After being scheduled to appear for an interview on ESPN First Take this morning, the show's Facebook page sent a message to its followers saying, the following:
"The Philadelphia Eagles have pulled Mike Vick from our interview. First Take and Oprah now have something in common."
Well, apparently, Vick never agreed to appear on the show, nor was he ever asked. Eagles spokesman Derek Boyko called the accusations towards the Eagles "ridiculous". He instead suggested it was someone else who was behind the whole ESPN blunder.
“Lou Tilley booked Michael for an interview with ESPN and never asked Michael or myself or any Vick representative,” Boyko said. “I was here with Michael. He never canceled. He was never asked. It was ridiculous.”
If you don't know who Lou Tilley is, he works for the Maxwell Club, where Vick will accept an award today. Tilley has been dabbling in Philadelphia sports media purgatory for the better part of a decade, and is believed to bathe twice a day in a vat of insignificance. Who the hell knows what he was thinking when he set this up… if in fact, this is the true story.
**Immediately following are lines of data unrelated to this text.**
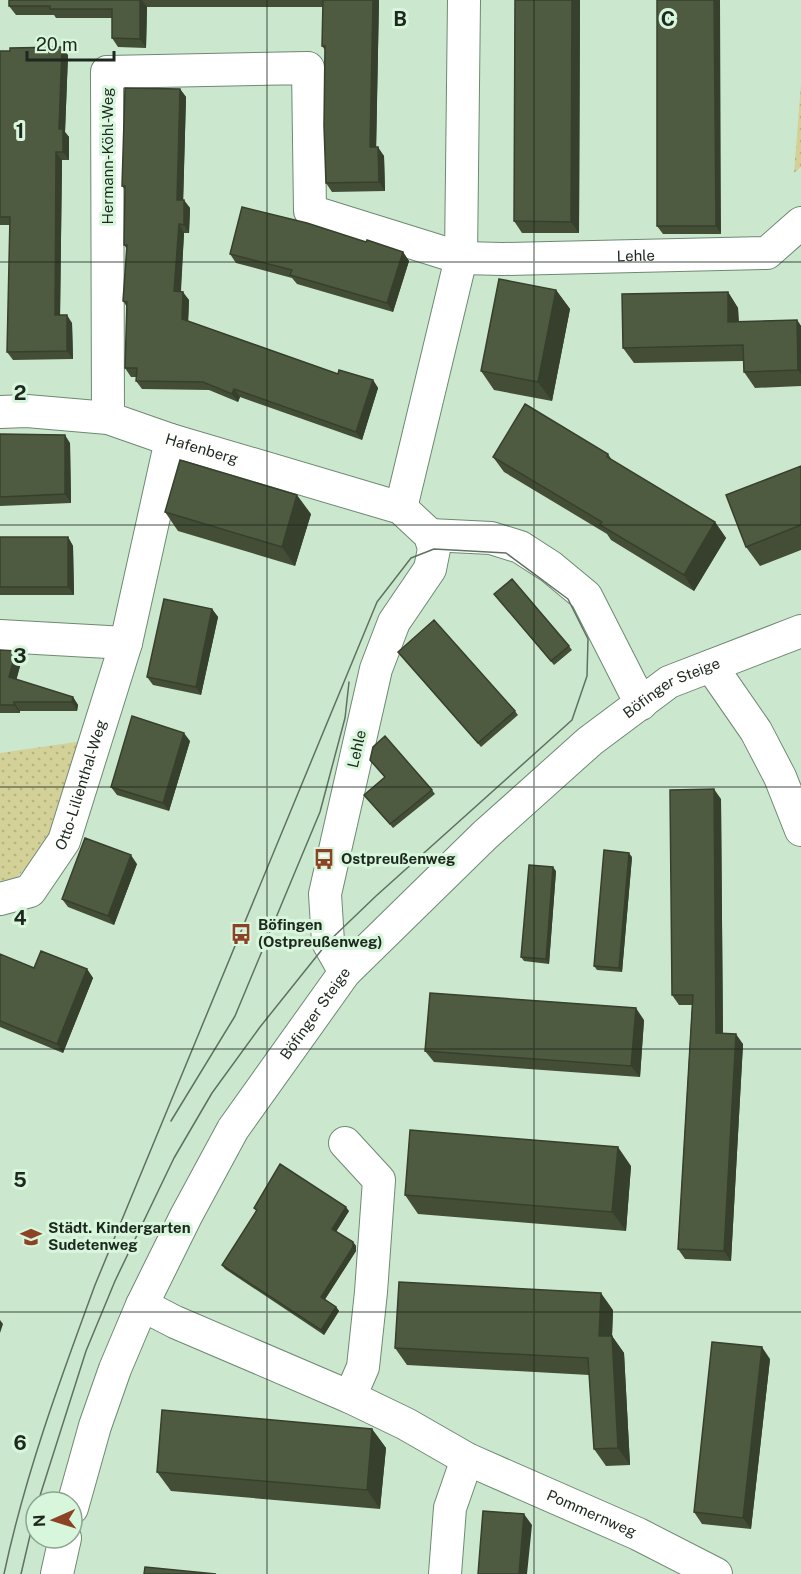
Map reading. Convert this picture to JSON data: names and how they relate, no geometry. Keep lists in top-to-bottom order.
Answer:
{
  "streets": {
    "street": [
      "Hermann-Köhl-Weg",
      "Lehle",
      "Hafenberg",
      "Böfinger Steige",
      "Otto-Lilienthal-Weg",
      "Pommernweg"
    ]
  },
  "crossings": [
    ["Hermann-Köhl-Weg", "Lehle"],
    ["Hermann-Köhl-Weg", "Hafenberg"],
    ["Lehle", "Böfinger Steige"],
    ["Hafenberg", "Otto-Lilienthal-Weg"],
    ["Böfinger Steige", "Pommernweg"]
  ],
  "places": {
    "bus stop": ["Ostpreußenweg", "Böfingen (Ostpreußenweg)"],
    "school or university": ["Städt. Kindergarten Sudetenweg"]
  },
  "scale_bar": "20 m",
  "north": "left",
  "grid": {
    "columns": ["B", "C"],
    "rows": [
      "1",
      "2",
      "3",
      "4",
      "5",
      "6"
    ]
  }
}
This is the latest in a series of event-related snafus involving Vick, or at least his name. Here's a quick list:
- The first notable no-show was the set of Super Bowl parties in Texas last month that were promoted using Vick's name. He seemingly had nothing to do with the parties. His name was cleared.
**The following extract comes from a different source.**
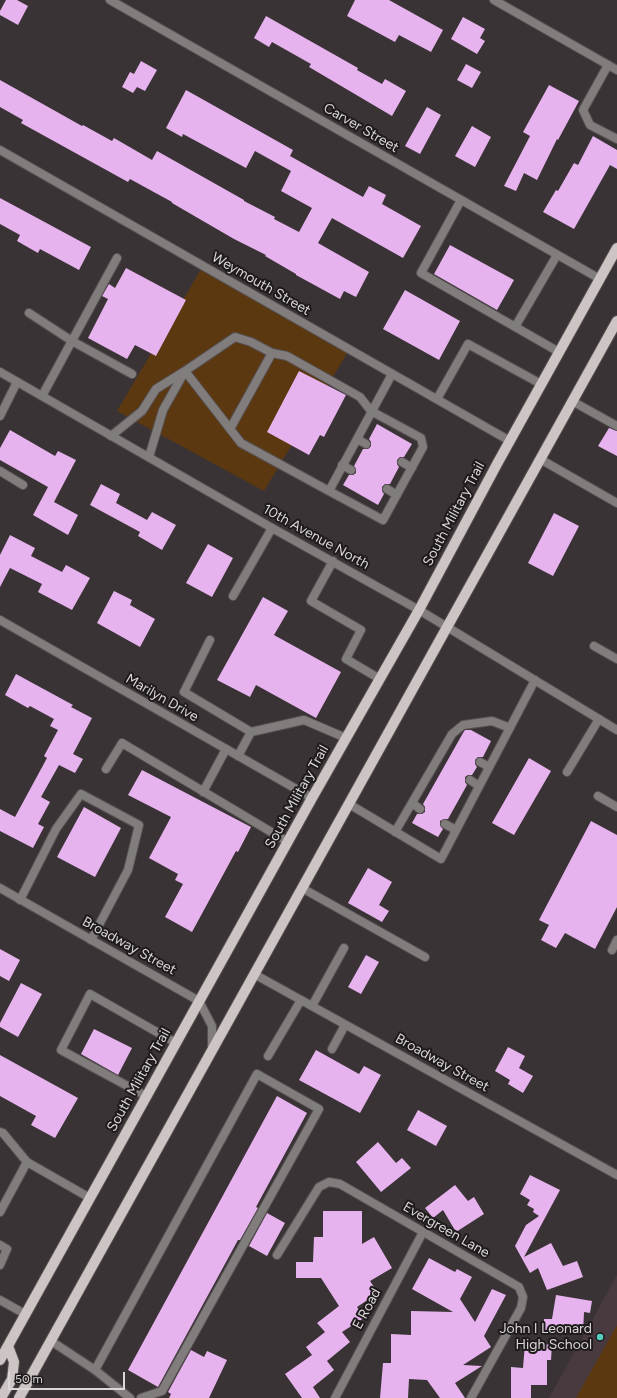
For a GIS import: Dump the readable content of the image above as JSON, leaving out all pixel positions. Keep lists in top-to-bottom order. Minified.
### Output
{"streets":{"main road":["South Military Trail"],"street":["Carver Street","Weymouth Street","10th Avenue North","Marilyn Drive","Broadway Street","Evergreen Lane","E Road"]},"crossings":[["Carver Street","South Military Trail"],["Weymouth Street","South Military Trail"],["South Military Trail","10th Avenue North"],["South Military Trail","Marilyn Drive"],["South Military Trail","Broadway Street"],["Evergreen Lane","E Road"]],"places":["John I Leonard High School"],"scale_bar":"50 m"}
- The next was the highly publicized agreement for Vick to appear on Oprah. Vick and his camp, regardless of who "advised" him after the news broke, pulled out of the appearance. It was a good move by Vick to change his mind on the matter, it couldn't have possibly helped his cause. The risk was too high.
- He no-showed (or backed out of, depending on who you believe) a charity event called "What It Takes". The explanation revolved around going to Virginia for family reasons, according to Vick's press guy. This one is probably on Vick.
- Another conflict arose about a March 26th event, where a group called SEVAA used Vick's name to promote the event. Vick never committed despite the art group's intent to honor him. It's becmoing a broken record… seriously.
- The ESPN incident this morning.
ESPN is frustrated because they promoted the hell out of the interview. The Eagles are frustrated because the finger is unjustly being pointed at them. I would assume Vick is a bit annoyed, and frankly, you should be, too.
His name and likeness are both being passed around like a two-dollar whore. We're talking about a guy who would probably want to be more known for the things he has done since he got out of jail, and not the things he hasn't.
Instead, we're subject to Ashley Fox columns that portray Vick in a semi-negative light, when, in reality, the guy hasn't actually done anything wrong (recently). Even if he did pull out of an event earlier this week, has no professional sports figure ever pulled out an appearance before? Come on.
Does Vick have more of a responsibility than other high-profile athletes to make some appearances and have more of a positive impact on the community? Yes, absolutely. But go check how many of these recent incidents were actually his fault. Very few.
Michael Vick is not giving the doubters "a reason to doubt". Save that quip for if or when he actually does.